GIVEN DATA:
++++++++++++++++++++

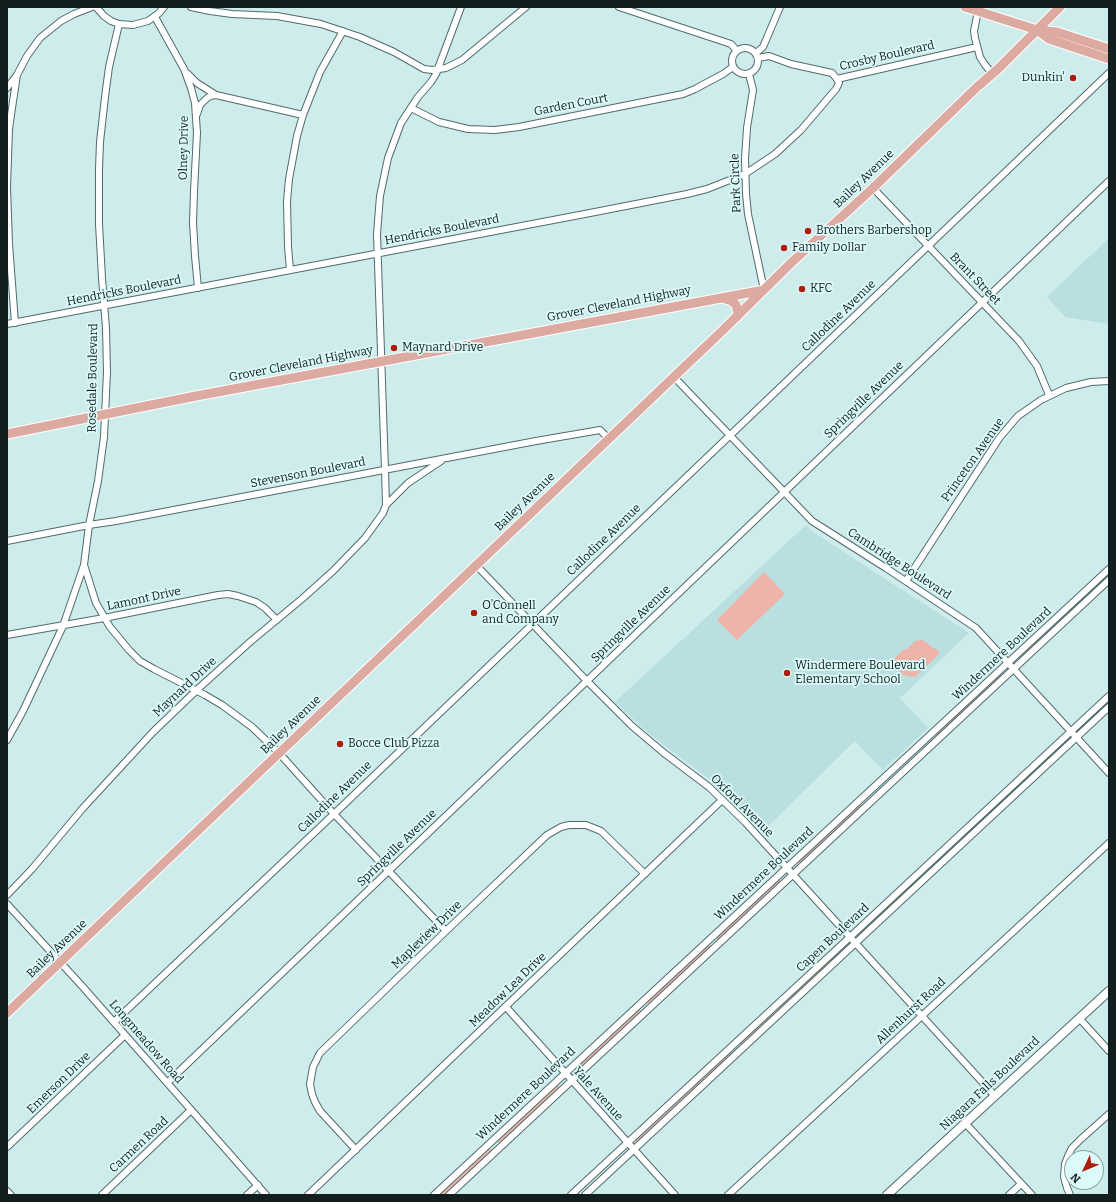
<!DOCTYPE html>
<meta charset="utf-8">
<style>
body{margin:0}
#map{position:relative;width:1116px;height:1202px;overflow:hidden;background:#cfeced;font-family:Bitter,serif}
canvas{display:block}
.frame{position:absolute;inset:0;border:8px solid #131e1e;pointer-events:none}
.north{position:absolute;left:1064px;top:1150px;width:40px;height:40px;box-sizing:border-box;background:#dcfafa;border:1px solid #8ca2a2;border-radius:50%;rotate:226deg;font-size:11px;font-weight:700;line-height:16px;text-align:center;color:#131e1e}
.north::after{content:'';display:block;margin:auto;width:14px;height:18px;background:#ad1d0d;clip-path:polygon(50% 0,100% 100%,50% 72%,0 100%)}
</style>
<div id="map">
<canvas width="1116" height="1202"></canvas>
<div class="frame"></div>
<div class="north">N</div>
</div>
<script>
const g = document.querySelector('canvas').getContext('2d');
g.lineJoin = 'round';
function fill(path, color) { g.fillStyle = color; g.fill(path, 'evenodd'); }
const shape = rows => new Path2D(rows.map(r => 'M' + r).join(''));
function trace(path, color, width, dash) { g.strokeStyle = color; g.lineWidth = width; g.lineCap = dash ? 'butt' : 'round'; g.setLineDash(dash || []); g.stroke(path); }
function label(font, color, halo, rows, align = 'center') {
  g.font = font + ' Bitter,serif'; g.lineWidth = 3.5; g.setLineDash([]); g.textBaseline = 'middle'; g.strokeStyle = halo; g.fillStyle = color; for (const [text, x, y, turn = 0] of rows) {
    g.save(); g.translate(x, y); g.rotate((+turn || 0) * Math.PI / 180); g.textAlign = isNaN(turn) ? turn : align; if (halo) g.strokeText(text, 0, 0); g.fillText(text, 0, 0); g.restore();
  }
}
fill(shape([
 [1109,238,1109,324,1065,317,1047,297],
 [806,525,813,532,969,633,900,698,928,728,883,770,855,741,762,832,732,800,709,779,648,733,615,702]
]), '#b9dfe0');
fill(shape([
 [764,572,785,594,737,640,717,620],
 [1086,594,1087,597,1028,652,1025,652,1025,651],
 [922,640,926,642,934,649,935,648,940,653,915,677,903,675,891,662,904,649,906,650,915,641],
 [996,677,997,678,998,680,938,735,936,735,935,734],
 [1066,740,1068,740,1068,742,967,836,965,835,965,834],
 [858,804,861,805,861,807,801,863,799,862,799,860],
 [955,844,956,844,957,845,860,935,859,935,859,933],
 [777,880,780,880,780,883,719,939,717,939,717,936],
 [708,945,710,945,711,947,650,1003,647,1003,647,1001],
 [845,946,846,946,847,948,742,1045,741,1044,741,1043],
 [638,1009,641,1010,641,1012,580,1068,578,1068,578,1066],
 [730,1053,732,1053,732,1054,638,1142,636,1142,636,1140],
 [556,1086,559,1086,559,1089,500,1143,498,1143,497,1140],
 [489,1149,491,1149,491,1152,444,1195,439,1195]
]), '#efb4a9');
const minor = shape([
 [96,7,104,16,111,21,119,24,133,25,148,21,159,13,164,7],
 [191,7,210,11,232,14,277,16,321,24,360,37,394,52,424,69,432,70,446,68,462,60,526,7],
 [619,7,731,44,737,51],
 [978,11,974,31,975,38,980,57,985,65,993,74],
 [155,17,184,69,191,88,195,103,197,133,194,191,193,223,195,256,198,288],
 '732 61a13 13 0 1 1 26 0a13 13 0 1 1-26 0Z',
 [756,53,763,47,780,7],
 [758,58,769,56,791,64,832,73,837,79],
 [188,74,197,83,216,95,303,115],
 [749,74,753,90,747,128,745,159,746,194,748,214,764,290],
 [837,79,977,47],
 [7,88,17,75,27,56,40,38,61,21,74,14,92,7],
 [411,108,439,122,468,129,495,130,519,127,683,94,695,89,723,74,733,67],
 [197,114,200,105,205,100,210,96,216,95],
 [873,188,1019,341,1037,366,1049,395],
 [290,270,288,247,287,201,289,179,297,136,303,115,320,72,343,31],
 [15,323,9,244,7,187,9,129,12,108,17,75],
 [7,324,590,213,687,194,707,189,745,174,775,154,801,130,836,89,839,83,837,79],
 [674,377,812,521,886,568,976,628,1109,773],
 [386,505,408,483,441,461],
 [7,541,89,525,116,521,536,441,600,430,609,439],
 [84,565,96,603,110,627,129,650,140,661,154,669,205,695,222,705,252,727,279,753,334,814,446,931],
 [476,565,587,681,632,726,664,753,709,787,745,822,995,1096],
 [906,581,1000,437,1018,416,1041,400,1066,388,1091,382,1109,381],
 [7,635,104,618,218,595,228,594,238,596,256,602,265,608,277,620],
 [7,740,23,711,63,626,84,565,89,525,98,481,104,437,107,372,106,328,102,278,99,224,99,169,100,142,105,97,109,67,119,24],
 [7,895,32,869,83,808,153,732,200,687,250,642,303,598,333,571,365,538,383,513,386,505,385,470,377,234,380,196,388,158,401,123,418,97,431,82,436,74,461,7],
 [7,904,82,986,266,1195],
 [506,1007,675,1195],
 [1079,1018,1109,1051],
 [114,1022,334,814,1109,73],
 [167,1083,1109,181],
 [965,1123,1032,1195],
 [7,1147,125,1035],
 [356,1150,320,1111,315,1102,312,1094,310,1084,313,1067,320,1053,446,931,547,835,561,827,569,825,586,825,601,831,645,874],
 [7,1191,11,1195],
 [102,1195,191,1110],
 [247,1195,258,1185],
 [308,1195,722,800],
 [434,1195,1109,569],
 [449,1195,1109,580],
 [571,1195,850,937,1109,696],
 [585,1195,1109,707],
 [728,1195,1109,843],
 [1009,1195,1021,1184],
 [1070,1195,1067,1188,1064,1177,1065,1164,1068,1156,1072,1148,1081,1139,1109,1114]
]);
const secondary = shape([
 [887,1195,1109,991]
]);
const primary = shape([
 [965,7,1037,30,1057,32,1109,49],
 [1037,30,1049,39,1109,59],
 [722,298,732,301,736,305,738,313,737,317],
 [7,434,196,396,764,290],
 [7,1013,167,860,722,331,791,263,873,188,976,88,999,68,1060,7]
]);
trace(minor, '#516b6c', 8);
trace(secondary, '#516b6c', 10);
trace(primary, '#fff', 11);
trace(minor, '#fff', 6);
trace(secondary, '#fff', 8);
trace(primary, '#ddaaa1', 9);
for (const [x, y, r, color] of [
 [1073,78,4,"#ad1d0d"],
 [808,231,4,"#ad1d0d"],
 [784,248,4,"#ad1d0d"],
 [802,289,4,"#ad1d0d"],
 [394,348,4,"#ad1d0d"],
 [474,613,4,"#ad1d0d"],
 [787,673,4,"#ad1d0d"],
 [340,744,4,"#ad1d0d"]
]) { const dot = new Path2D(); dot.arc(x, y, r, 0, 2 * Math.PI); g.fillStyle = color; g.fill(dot); trace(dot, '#dcfafa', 1.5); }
label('12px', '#131e1e', '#dcfafa', [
 ["Crosby Boulevard",887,56,-13],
 ["Garden Court",571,105,-11],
 ["Olney Drive",184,148,-89],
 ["Bailey Avenue",864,179,-44],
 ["Park Circle",736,183,-92],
 ["Hendricks Boulevard",442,230,-11],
 ["Brant Street",975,279,46],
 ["Hendricks Boulevard",124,291,-11],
 ["Grover Cleveland Highway",619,304,-11],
 ["Callodine Avenue",839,316,-44],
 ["Grover Cleveland Highway",301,364,-11],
 ["Rosedale Boulevard",93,378,-89],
 ["Springville Avenue",864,400,-44],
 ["Princeton Avenue",973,460,-55],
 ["Stevenson Boulevard",308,473,-11],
 ["Bailey Avenue",525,502,-44],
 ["Callodine Avenue",604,540,-44],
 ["Cambridge Boulevard",899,564,33],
 ["Lamont Drive",144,599,-12],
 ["Springville Avenue",631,624,-44],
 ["Windermere Boulevard",1002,654,-43],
 ["Maynard Drive",185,687,-43],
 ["Bailey Avenue",291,725,-44],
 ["Callodine Avenue",335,797,-44],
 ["Oxford Avenue",742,806,45],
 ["Springville Avenue",397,848,-44],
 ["Windermere Boulevard",764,874,-43],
 ["Mapleview Drive",427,935,-44],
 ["Capen Boulevard",833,938,-43],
 ["Bailey Avenue",57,949,-44],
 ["Meadow Lea Drive",508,990,-44],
 ["Allenhurst Road",911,1011,-43],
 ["Longmeadow Road",146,1042,49],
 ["Emerson Drive",59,1083,-44],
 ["Niagara Falls Boulevard",990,1084,-43],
 ["Windermere Boulevard",526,1094,-43],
 ["Yale Avenue",598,1094,48],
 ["Carmen Road",139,1145,-43]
]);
label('12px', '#131e1e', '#dcfafa', [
 ["Dunkin'",1065,78,"right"],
 ["Brothers Barbershop",816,231],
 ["Family Dollar",792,248],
 ["KFC",810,289],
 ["Maynard Drive",402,348],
 ["O’Connell",482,606],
 ["and Company",482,620],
 ["Windermere Boulevard",795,666],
 ["Elementary School",795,680],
 ["Bocce Club Pizza",348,744]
], 'left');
</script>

++++++++++++++++++++

WORK REQUIRED:
If a line in the entries includes the word "rows", copy that line out.

RESPONSE TO THIS TASK:
const shape = rows => new Path2D(rows.map(r => 'M' + r).join(''));
function label(font, color, halo, rows, align = 'center') {
  g.font = font + ' Bitter,serif'; g.lineWidth = 3.5; g.setLineDash([]); g.textBaseline = 'middle'; g.strokeStyle = halo; g.fillStyle = color; for (const [text, x, y, turn = 0] of rows) {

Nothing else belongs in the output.